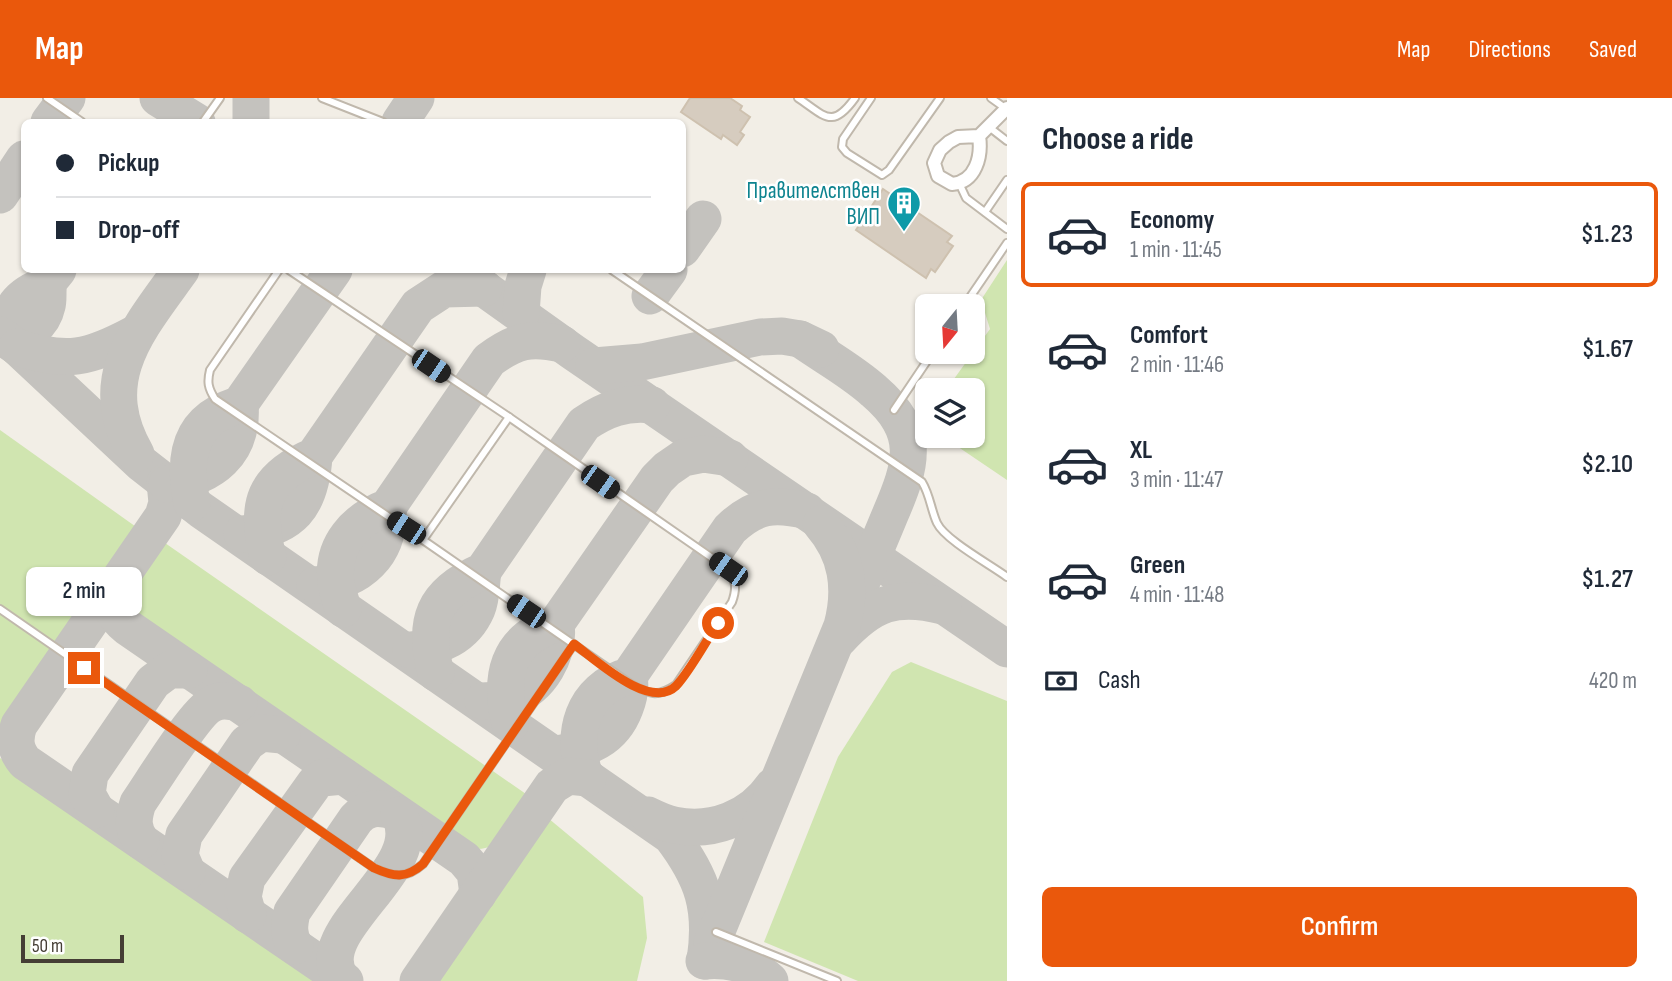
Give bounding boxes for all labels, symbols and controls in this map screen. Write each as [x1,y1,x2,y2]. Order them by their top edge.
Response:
text: Map [35,29,84,69]
text: Map [1397,35,1430,64]
text: Directions [1468,35,1551,64]
text: Saved [1589,35,1637,64]
text: Choose a ride [1042,120,1194,159]
text: Pickup [98,148,160,179]
place label: Правителствен ВИП [747,177,880,231]
building icon: Правителствен ВИП [885,184,923,233]
icon: car [1046,203,1109,266]
text: Economy [1130,205,1214,236]
text: Drop-off [98,215,179,246]
text: $1.23 [1581,219,1633,250]
text: 1 min · 11:45 [1130,236,1222,264]
north arrow [915,294,985,364]
map controls [915,294,985,448]
icon: car [1046,318,1109,381]
text: Comfort [1130,320,1208,351]
text: $1.67 [1582,334,1633,365]
car [408,346,455,386]
text: 2 min · 11:46 [1130,351,1224,379]
button: layers [915,378,985,448]
icon: car [1046,433,1109,496]
text: XL [1130,435,1152,466]
text: $2.10 [1581,449,1633,480]
car [577,461,624,503]
text: 3 min · 11:47 [1130,466,1223,494]
car [383,508,430,548]
car [705,548,752,590]
icon: car [1046,548,1109,611]
text: Green [1130,550,1185,581]
text: $1.27 [1581,564,1633,595]
callout: 2 min [26,566,142,616]
text: 2 min [62,577,106,605]
text: 4 min · 11:48 [1130,581,1224,609]
car [503,591,550,631]
route start [702,607,734,639]
route end [68,652,100,684]
icon: cash [1042,662,1080,700]
text: Cash [1098,665,1141,696]
text: 420 m [1589,667,1637,695]
button: Confirm [1042,887,1637,967]
scale bar [21,932,124,964]
text: 50 m [32,935,63,958]

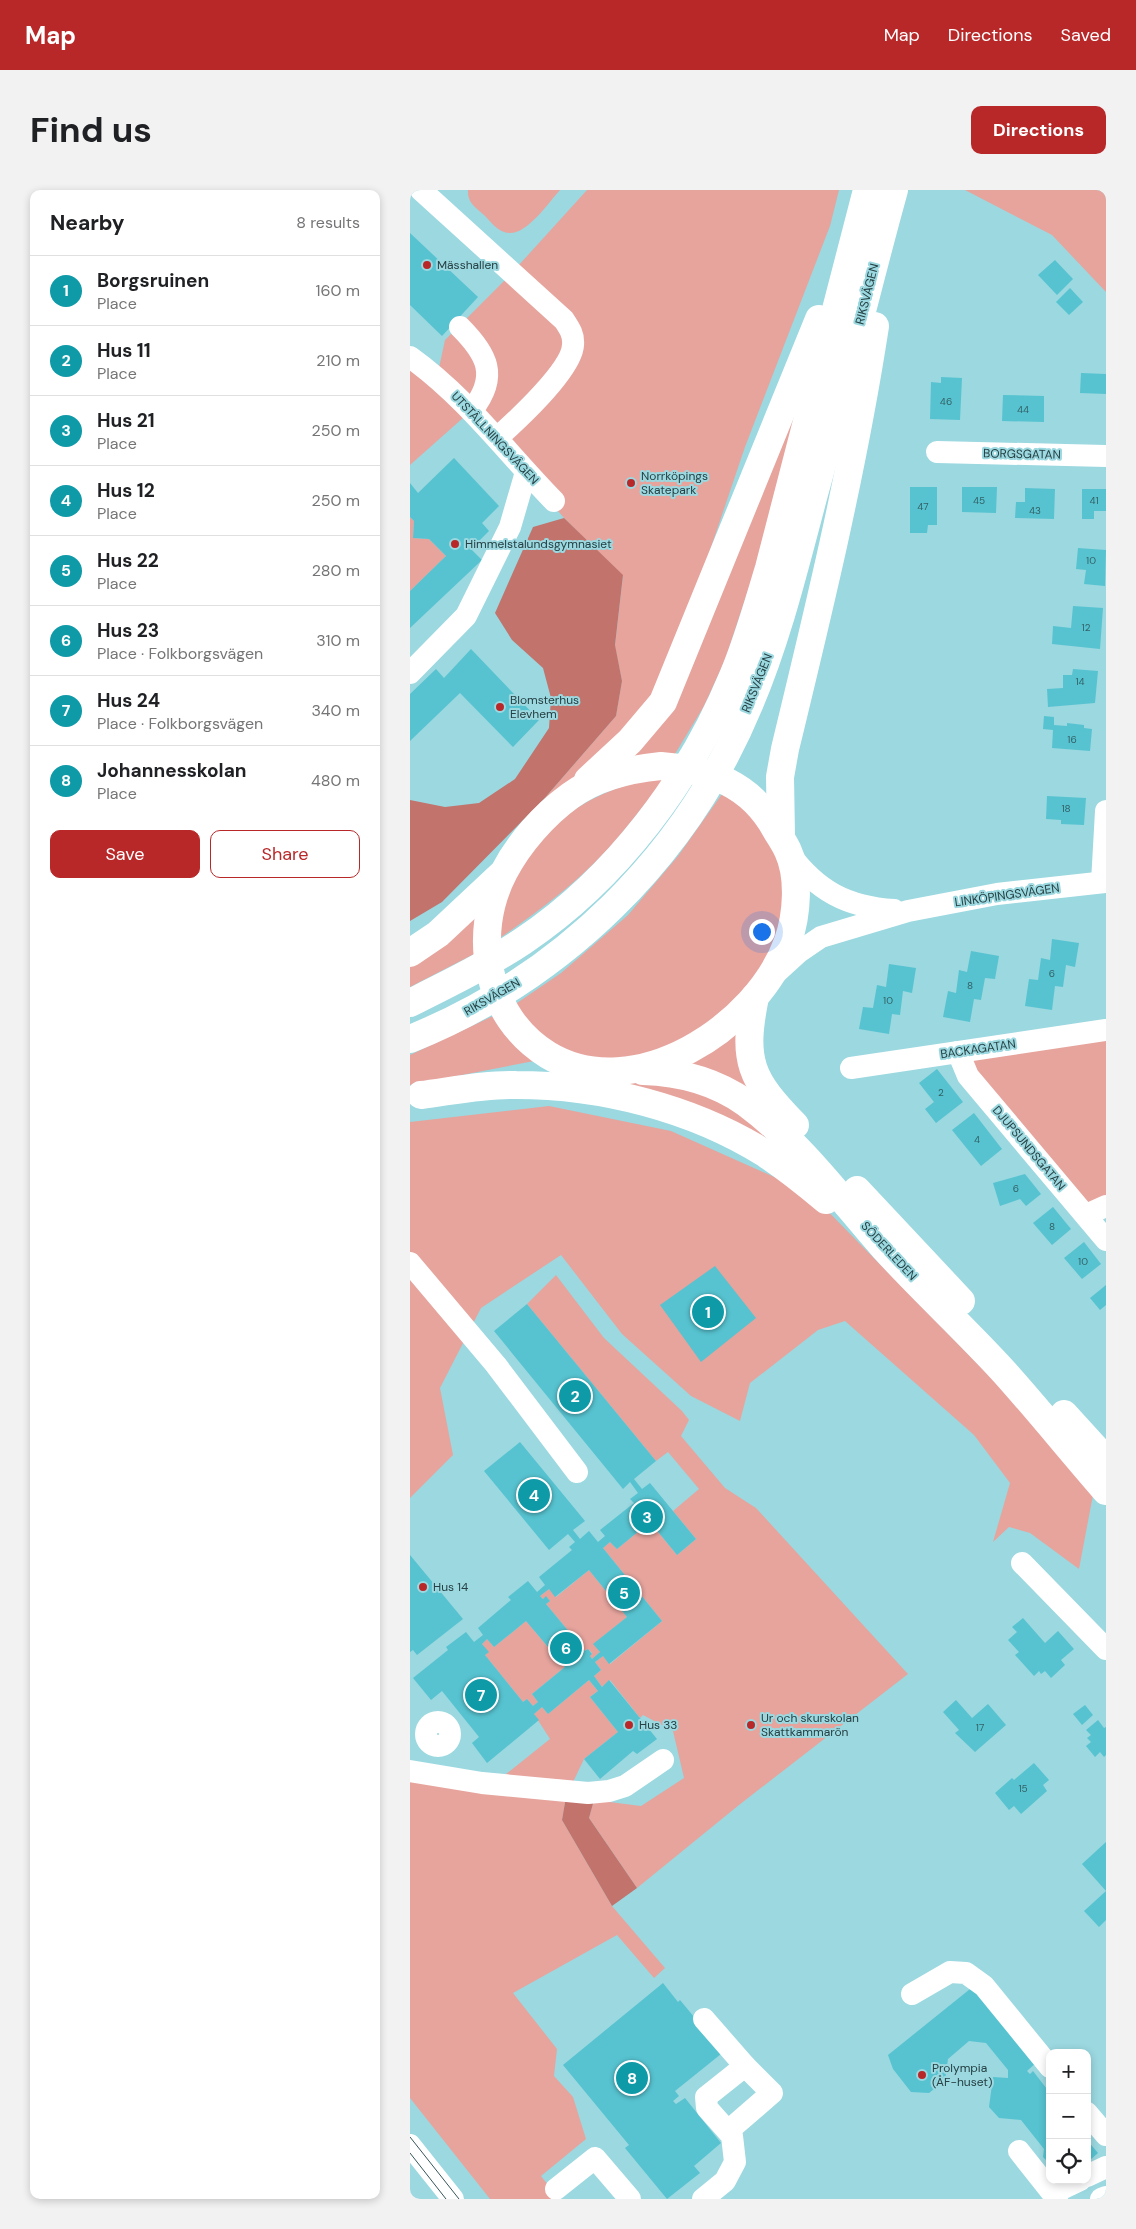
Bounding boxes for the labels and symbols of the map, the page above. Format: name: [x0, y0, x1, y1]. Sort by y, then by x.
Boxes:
place label: Mässhallen: [437, 257, 498, 273]
marker: Mässhallen: [421, 259, 433, 271]
street label: RIKSVÄGEN: [852, 262, 882, 326]
street label: UTSTÄLLNINGSVÄGEN: [448, 388, 542, 488]
house number: 46: [940, 395, 952, 408]
house number: 44: [1017, 403, 1029, 416]
street label: BORGSGATAN: [983, 445, 1061, 463]
place label: Norrköpings Skatepark: [641, 468, 708, 498]
marker: Norrköpings Skatepark: [625, 477, 637, 489]
house number: 45: [973, 494, 985, 507]
house number: 41: [1089, 494, 1099, 507]
house number: 47: [917, 500, 929, 513]
house number: 43: [1029, 504, 1041, 517]
place label: Himmelstalundsgymnasiet: [465, 536, 612, 552]
marker: Himmelstalundsgymnasiet: [449, 538, 461, 550]
house number: 10: [1086, 554, 1096, 567]
house number: 12: [1082, 621, 1091, 634]
street label: RIKSVÄGEN: [738, 651, 776, 715]
house number: 14: [1075, 675, 1085, 688]
place label: Blomsterhus Elevhem: [510, 692, 579, 722]
marker: Blomsterhus Elevhem: [494, 701, 506, 713]
house number: 16: [1067, 733, 1077, 746]
house number: 18: [1061, 802, 1071, 815]
street label: LINKÖPINGSVÄGEN: [954, 880, 1060, 910]
your location: [749, 919, 775, 945]
house number: 6: [1049, 967, 1055, 980]
street label: RIKSVÄGEN: [461, 975, 523, 1019]
house number: 8: [967, 979, 973, 992]
house number: 10: [883, 994, 893, 1007]
street label: BACKAGATAN: [939, 1036, 1017, 1062]
house number: 2: [938, 1086, 944, 1099]
street label: DJUPSUNDSGATAN: [989, 1102, 1069, 1194]
house number: 4: [974, 1133, 980, 1146]
house number: 6: [1013, 1182, 1019, 1195]
street label: SÖDERLEDEN: [858, 1218, 920, 1284]
house number: 8: [1049, 1220, 1055, 1233]
house number: 10: [1078, 1255, 1088, 1268]
pin: 1: [692, 1293, 724, 1331]
pin: 2: [559, 1377, 591, 1415]
pin: 4: [518, 1476, 550, 1514]
pin: 3: [631, 1498, 663, 1536]
pin: 5: [608, 1574, 640, 1612]
place label: Hus 14: [433, 1579, 468, 1595]
marker: Hus 14: [417, 1581, 429, 1593]
pin: 6: [550, 1629, 582, 1667]
pin: 7: [465, 1676, 497, 1714]
place label: Ur och skurskolan Skattkammarön: [761, 1710, 859, 1740]
place label: Hus 33: [639, 1717, 677, 1733]
marker: Hus 33: [623, 1719, 635, 1731]
marker: Ur och skurskolan Skattkammarön: [745, 1719, 757, 1731]
house number: 17: [976, 1721, 984, 1734]
house number: 15: [1018, 1782, 1028, 1795]
pin: 8: [616, 2059, 648, 2097]
place label: Prolympia (ÅF-huset): [932, 2060, 993, 2090]
marker: Prolympia (ÅF-huset): [916, 2069, 928, 2081]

# YOUR INSTRUCTIONS:
Tally the lines of the material that hold the word "Skattkammarön", and state only that tally.

# TASK SOLUTION:
2